Я знаю, что такое удовольствие, и это не оно. Удовольствие — это что-то огромное. Как, например, занятие любовью. Но со мной этого больше не произойдет. Во-первых, потому что никто меня больше не захочет. Во-вторых, я сам больше ни на что не способен. Как привести в движение тушу, весящую 180 кило? Теперь вы поняли, что за время пребывания в Ираке я набрал центнер. То есть по 17 килограмм в год. И это еще не конец. Мне предстоит провести тут еще 18 месяцев — плюс 30 килограмм. Остается надеяться, что, вернувшись в Америку, я перестану толстеть. Как и большинство американских солдат, я страдаю булимией, но при этом не способен вызвать у себя рвоту. При таких условиях единственное, что мне остается, — это начать худеть.

Сто килограмм — это один довольно толстый человек. Таким образом, с тех пор как я попал в Ирак, я обзавелся толстяком или толстушкой. А раз она присоединилась ко мне здесь, я назвал ее Шехерезадой. Не очень справедливо по отношению к настоящей Шехерезаде, которая, судя по всему, была девушкой стройной. Но я все же предпочитаю отождествлять свой лишний вес с одним человеком, чем с двумя, и с женщиной, а не с мужчиной, вероятно, потому, что я гетеросексуал. И потом Шехерезада мне очень подходит. Она разговаривает со мной ночи напролет. Она знает, что я больше не могу заниматься любовью, и заменяет это действо удивительными историями. Раскрою Вам секрет: только благодаря тому, что я придумал себе Шехерезаду, я могу выносить собственное ожирение. Если ребята узнают, что я наградил свой жир женским именем, не можете представить себе, что со мной будет. Но я знаю, что Вы меня не осудите. В Ваших книгах полно толстяков, и Вы никогда не описываете их как мерзавцев. И еще Ваши герои всегда придумывают себе странные истории, чтобы продолжать жить дальше. Как Шехерезада.
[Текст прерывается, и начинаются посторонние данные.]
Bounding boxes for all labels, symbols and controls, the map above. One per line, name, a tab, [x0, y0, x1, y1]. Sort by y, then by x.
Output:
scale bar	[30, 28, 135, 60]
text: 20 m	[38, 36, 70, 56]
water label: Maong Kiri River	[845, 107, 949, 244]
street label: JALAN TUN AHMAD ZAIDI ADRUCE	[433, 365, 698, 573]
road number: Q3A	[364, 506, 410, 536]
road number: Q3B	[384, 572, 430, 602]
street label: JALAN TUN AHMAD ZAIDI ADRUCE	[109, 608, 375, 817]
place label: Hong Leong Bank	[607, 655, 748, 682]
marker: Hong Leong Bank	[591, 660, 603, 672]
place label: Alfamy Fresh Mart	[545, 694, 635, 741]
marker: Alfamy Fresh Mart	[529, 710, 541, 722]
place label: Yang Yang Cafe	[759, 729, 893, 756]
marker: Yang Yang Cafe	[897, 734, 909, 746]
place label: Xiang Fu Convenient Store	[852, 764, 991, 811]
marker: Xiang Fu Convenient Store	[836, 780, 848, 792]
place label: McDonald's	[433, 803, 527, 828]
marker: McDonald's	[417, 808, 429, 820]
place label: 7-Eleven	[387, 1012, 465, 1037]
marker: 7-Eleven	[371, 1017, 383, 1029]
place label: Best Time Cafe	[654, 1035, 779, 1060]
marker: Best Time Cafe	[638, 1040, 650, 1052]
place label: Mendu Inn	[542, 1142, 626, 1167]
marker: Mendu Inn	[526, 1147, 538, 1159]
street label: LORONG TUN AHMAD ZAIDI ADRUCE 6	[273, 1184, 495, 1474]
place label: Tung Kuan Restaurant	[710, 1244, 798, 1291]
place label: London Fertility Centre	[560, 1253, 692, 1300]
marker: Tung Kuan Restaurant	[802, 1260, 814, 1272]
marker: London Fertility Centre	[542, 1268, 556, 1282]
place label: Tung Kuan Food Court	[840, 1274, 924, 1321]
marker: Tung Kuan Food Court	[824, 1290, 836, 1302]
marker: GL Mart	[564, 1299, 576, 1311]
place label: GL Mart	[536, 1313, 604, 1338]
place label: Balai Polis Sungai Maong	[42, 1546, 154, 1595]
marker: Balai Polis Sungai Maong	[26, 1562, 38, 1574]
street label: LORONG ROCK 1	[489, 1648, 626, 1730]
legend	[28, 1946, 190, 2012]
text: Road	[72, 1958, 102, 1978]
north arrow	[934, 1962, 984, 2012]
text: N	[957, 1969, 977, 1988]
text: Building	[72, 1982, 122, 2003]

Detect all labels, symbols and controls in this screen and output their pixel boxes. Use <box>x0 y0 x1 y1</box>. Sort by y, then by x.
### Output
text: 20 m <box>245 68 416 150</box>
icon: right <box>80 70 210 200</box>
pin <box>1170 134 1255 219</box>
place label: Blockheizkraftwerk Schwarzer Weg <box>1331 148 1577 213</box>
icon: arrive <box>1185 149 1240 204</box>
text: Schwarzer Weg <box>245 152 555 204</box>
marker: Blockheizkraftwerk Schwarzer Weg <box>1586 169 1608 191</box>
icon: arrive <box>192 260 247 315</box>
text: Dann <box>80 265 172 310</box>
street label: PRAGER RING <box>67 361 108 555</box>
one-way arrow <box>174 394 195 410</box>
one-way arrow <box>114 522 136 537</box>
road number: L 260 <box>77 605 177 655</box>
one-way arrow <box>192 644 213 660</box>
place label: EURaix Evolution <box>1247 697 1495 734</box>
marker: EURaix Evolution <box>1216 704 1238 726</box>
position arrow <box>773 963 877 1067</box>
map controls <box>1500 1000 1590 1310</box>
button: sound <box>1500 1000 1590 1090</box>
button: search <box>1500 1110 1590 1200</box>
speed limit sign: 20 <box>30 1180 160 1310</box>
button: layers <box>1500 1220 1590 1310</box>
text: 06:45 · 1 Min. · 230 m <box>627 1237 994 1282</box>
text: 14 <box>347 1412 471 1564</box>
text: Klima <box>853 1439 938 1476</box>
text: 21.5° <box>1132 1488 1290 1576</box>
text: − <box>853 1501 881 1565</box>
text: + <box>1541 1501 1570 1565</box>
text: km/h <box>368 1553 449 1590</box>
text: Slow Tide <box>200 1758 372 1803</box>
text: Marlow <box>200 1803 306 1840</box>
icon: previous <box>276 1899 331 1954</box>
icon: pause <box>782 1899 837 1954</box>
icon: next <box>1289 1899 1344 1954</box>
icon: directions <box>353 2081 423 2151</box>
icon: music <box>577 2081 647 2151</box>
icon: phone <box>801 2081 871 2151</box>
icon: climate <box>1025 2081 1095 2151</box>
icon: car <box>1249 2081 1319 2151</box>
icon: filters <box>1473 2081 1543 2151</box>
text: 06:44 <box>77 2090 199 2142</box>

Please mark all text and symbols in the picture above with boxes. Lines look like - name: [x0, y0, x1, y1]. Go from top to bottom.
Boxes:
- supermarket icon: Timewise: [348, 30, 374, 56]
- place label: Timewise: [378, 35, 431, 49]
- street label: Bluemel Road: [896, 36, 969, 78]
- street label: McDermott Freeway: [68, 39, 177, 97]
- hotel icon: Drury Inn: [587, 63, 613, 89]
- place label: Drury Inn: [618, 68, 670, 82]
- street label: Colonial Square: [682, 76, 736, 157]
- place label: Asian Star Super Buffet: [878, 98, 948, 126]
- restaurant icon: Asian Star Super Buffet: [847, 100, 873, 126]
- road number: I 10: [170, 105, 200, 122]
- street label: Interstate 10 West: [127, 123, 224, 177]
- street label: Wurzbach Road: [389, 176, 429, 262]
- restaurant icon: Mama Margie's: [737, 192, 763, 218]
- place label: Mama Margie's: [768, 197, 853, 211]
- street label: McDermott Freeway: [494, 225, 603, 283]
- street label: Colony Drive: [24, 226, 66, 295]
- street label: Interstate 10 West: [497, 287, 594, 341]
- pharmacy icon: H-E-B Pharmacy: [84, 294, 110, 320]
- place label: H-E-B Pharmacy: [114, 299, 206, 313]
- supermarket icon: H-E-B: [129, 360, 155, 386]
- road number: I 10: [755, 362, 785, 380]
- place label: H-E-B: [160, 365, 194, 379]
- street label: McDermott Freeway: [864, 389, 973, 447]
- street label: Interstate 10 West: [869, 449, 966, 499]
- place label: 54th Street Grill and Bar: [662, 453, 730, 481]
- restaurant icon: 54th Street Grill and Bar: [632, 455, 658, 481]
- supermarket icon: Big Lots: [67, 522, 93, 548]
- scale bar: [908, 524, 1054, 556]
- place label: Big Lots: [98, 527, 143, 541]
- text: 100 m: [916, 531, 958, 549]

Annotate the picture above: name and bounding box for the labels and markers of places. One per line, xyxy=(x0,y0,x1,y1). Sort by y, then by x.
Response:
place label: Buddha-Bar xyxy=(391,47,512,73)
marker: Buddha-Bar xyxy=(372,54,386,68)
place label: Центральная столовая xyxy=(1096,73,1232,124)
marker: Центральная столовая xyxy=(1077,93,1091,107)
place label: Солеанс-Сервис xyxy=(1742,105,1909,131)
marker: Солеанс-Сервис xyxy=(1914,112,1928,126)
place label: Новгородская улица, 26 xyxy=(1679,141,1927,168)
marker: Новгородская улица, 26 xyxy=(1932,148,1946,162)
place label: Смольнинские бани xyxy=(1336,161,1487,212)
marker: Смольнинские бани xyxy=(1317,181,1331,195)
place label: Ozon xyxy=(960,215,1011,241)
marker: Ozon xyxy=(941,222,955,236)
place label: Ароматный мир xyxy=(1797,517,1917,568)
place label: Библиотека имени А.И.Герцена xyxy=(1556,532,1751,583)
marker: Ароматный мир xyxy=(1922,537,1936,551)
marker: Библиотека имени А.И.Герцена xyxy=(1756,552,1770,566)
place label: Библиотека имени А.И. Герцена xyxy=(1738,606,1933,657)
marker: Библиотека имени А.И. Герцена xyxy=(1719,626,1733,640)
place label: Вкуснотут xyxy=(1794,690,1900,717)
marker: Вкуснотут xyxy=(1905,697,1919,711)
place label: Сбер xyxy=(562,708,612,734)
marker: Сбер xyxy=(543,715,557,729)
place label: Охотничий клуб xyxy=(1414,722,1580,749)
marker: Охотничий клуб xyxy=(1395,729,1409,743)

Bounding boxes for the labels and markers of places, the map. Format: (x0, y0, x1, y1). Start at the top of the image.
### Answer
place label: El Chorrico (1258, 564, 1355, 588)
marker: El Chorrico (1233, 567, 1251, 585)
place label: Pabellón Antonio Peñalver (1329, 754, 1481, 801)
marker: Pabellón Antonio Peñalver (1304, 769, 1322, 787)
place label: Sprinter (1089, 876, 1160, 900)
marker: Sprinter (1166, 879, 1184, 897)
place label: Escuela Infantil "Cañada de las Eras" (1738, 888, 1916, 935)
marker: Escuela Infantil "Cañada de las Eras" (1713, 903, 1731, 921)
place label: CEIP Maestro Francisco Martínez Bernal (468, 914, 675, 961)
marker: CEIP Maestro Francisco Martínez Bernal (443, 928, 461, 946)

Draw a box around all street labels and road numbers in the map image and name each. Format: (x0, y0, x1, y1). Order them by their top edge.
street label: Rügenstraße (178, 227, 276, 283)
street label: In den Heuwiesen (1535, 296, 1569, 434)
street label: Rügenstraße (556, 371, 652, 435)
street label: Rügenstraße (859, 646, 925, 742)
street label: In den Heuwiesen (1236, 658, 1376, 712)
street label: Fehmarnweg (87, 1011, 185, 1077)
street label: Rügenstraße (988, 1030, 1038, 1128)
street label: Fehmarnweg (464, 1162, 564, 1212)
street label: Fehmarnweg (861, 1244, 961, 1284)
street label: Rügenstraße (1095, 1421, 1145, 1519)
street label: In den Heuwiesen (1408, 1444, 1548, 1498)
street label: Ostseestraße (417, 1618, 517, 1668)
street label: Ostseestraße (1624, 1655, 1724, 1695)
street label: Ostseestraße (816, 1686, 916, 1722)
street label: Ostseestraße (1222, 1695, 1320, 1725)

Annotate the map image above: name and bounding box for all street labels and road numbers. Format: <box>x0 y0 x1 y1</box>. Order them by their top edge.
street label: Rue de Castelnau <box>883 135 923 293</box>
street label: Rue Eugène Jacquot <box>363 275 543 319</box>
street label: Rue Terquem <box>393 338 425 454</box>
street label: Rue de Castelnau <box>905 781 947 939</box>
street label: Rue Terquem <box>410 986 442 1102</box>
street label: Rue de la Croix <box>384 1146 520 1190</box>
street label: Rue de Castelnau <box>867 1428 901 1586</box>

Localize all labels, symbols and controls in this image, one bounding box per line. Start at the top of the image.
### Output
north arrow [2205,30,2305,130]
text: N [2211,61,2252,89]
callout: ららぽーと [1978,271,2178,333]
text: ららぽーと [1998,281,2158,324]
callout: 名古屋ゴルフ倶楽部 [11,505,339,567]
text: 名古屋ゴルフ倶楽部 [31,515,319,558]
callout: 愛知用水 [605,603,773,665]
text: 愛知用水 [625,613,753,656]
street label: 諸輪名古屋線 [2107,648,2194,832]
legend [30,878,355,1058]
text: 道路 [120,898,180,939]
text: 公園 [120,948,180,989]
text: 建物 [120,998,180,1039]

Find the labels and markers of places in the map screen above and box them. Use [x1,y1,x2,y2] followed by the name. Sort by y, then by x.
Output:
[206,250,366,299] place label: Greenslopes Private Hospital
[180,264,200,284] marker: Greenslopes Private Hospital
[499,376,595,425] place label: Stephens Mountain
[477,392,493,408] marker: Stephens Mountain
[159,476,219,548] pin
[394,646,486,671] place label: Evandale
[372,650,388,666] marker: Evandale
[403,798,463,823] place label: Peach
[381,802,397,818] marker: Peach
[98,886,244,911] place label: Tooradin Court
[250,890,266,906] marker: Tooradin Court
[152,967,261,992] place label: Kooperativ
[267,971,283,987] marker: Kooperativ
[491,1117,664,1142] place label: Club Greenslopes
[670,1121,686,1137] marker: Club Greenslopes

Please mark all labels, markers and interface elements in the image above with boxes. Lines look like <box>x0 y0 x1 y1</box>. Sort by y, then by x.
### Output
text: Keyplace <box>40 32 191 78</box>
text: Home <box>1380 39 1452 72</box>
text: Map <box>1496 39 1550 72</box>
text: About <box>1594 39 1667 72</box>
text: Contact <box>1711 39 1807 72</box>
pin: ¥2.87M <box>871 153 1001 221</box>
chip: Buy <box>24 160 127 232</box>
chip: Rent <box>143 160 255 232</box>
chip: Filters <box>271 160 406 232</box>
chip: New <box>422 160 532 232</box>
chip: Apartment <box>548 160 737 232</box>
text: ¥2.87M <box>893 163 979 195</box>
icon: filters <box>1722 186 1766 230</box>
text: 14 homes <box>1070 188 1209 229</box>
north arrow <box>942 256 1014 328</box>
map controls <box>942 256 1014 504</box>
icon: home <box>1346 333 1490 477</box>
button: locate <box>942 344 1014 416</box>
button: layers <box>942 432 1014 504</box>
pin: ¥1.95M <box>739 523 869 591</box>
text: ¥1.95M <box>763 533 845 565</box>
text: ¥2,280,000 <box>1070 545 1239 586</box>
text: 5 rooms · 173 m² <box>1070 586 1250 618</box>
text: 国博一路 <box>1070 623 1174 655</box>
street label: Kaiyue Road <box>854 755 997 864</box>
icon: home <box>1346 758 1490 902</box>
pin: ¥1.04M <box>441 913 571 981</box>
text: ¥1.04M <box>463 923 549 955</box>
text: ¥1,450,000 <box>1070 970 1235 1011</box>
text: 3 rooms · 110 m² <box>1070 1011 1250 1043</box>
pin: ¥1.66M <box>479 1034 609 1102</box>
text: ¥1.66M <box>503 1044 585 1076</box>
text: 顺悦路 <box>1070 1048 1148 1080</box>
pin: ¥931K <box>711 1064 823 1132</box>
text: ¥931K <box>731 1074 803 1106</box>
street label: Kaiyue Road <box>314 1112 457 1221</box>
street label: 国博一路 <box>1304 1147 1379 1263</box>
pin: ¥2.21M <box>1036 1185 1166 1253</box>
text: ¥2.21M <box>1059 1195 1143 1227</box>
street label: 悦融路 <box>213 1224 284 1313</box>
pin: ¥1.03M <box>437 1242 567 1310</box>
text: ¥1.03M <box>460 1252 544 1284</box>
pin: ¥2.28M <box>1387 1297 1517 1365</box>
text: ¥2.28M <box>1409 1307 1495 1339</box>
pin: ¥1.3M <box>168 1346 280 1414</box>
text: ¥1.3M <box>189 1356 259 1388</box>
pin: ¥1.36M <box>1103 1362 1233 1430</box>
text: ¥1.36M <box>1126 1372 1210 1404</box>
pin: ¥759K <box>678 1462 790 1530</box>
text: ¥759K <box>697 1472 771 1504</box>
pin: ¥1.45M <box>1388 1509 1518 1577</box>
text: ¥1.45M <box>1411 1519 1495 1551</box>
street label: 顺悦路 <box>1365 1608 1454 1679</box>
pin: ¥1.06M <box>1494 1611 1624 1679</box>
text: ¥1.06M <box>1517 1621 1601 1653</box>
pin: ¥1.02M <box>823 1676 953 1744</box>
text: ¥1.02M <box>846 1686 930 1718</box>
Мне кажется, это она пишет это письмо, потому что мне никак не удается его закончить. Никогда в жизни я столько не писал, и это только доказывает, что пишу не я. Мое ожирение вызывает у меня отвращение, но я люблю Шехерезаду. Ночью, когда вес наваливается на грудь и стесняет мне дыхание, я представляю себе, что это не я, а прекрасная молодая женщина растянулась на мне. Когда я полностью погружаюсь в эту фантазию, я слышу женский голос, который шепчет мне на ухо неизъяснимо прекрасные вещи. Тогда мои толстые ручищи обнимают эту плоть, и сила внушения так велика, что, вместо того чтобы чувствовать свой жир, я прикасаюсь к своей пленительной возлюбленной. Поверьте, в эти минуты я по-настоящему счастлив. Более того: это мы, мы с Шехерезадой счастливы, как могут быть счастливы только любовники.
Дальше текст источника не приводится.